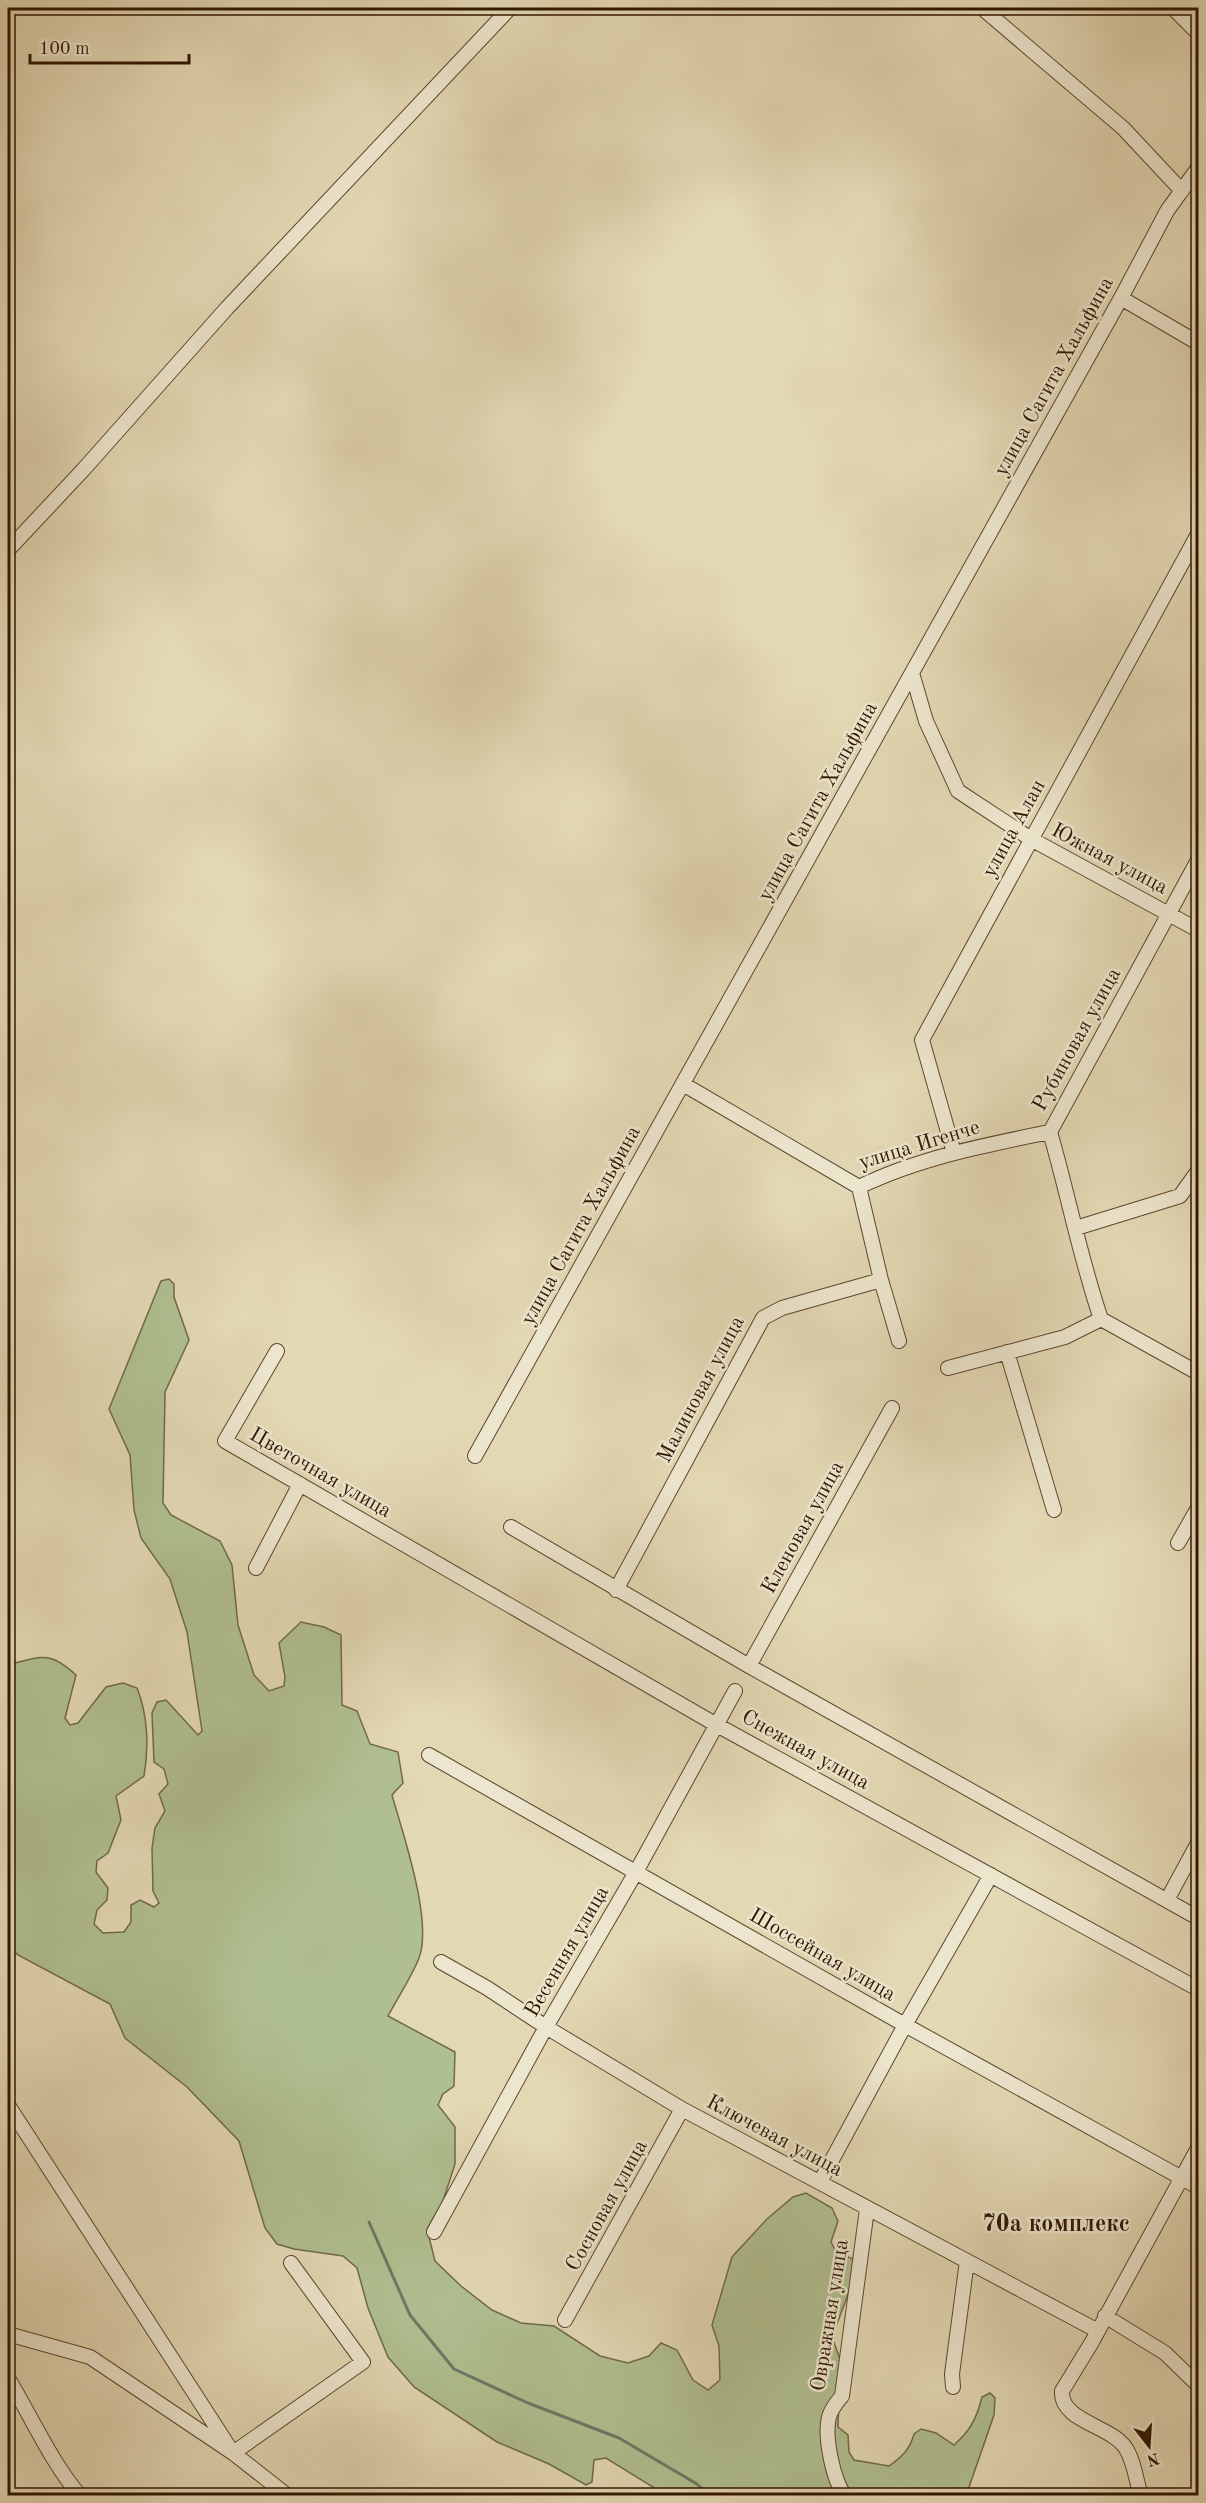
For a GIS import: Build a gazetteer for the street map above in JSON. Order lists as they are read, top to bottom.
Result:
{
  "streets": {
    "street": [
      "улица Сагита Хальфина",
      "улица Алан",
      "Южная улица",
      "Рубиновая улица",
      "улица Игенче",
      "Малиновая улица",
      "Цветочная улица",
      "Кленовая улица",
      "Снежная улица",
      "Весенняя улица",
      "Шоссейная улица",
      "Ключевая улица",
      "Сосновая улица",
      "Овражная улица"
    ]
  },
  "crossings": [
    ["улица Сагита Хальфина", "Южная улица"],
    ["улица Сагита Хальфина", "улица Игенче"],
    ["улица Алан", "Южная улица"],
    ["улица Алан", "улица Игенче"],
    ["Южная улица", "Рубиновая улица"],
    ["Рубиновая улица", "улица Игенче"],
    ["Цветочная улица", "Снежная улица"],
    ["Снежная улица", "Весенняя улица"],
    ["Весенняя улица", "Шоссейная улица"],
    ["Весенняя улица", "Ключевая улица"],
    ["Ключевая улица", "Сосновая улица"],
    ["Ключевая улица", "Овражная улица"]
  ],
  "districts": ["70а комплекс"],
  "scale_bar": "100 m",
  "north": "bottom"
}
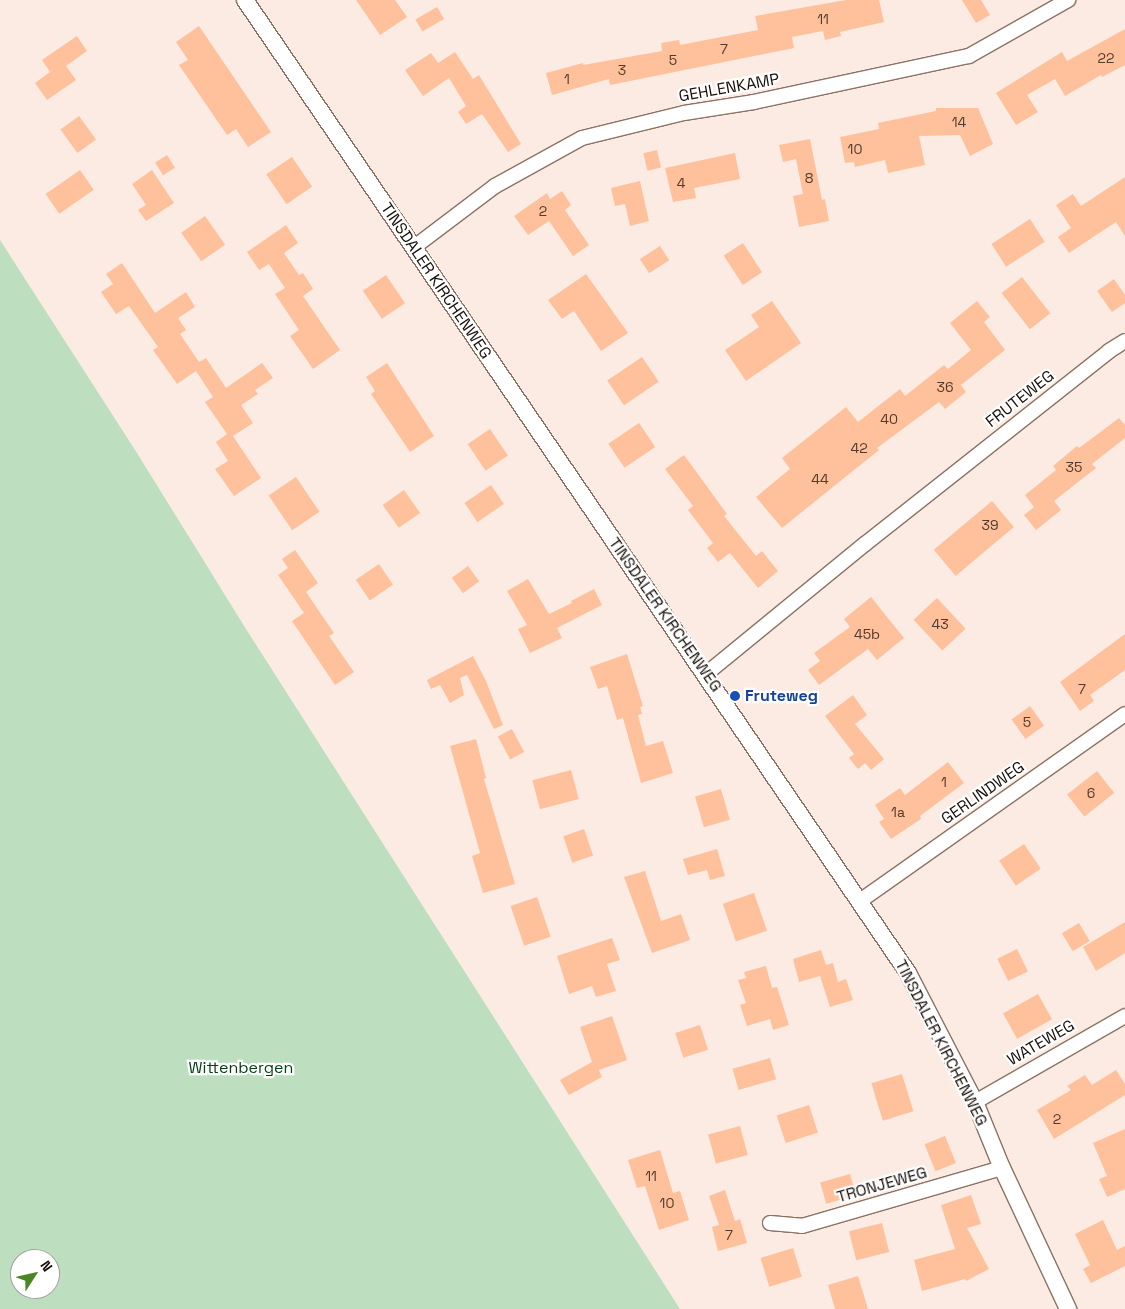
_ _ _ _ _ _ _
**THE TASK**
Nothing but a number should be returned: the count of lines in the listing that contain the string "Ключевая".

**REPLY**
4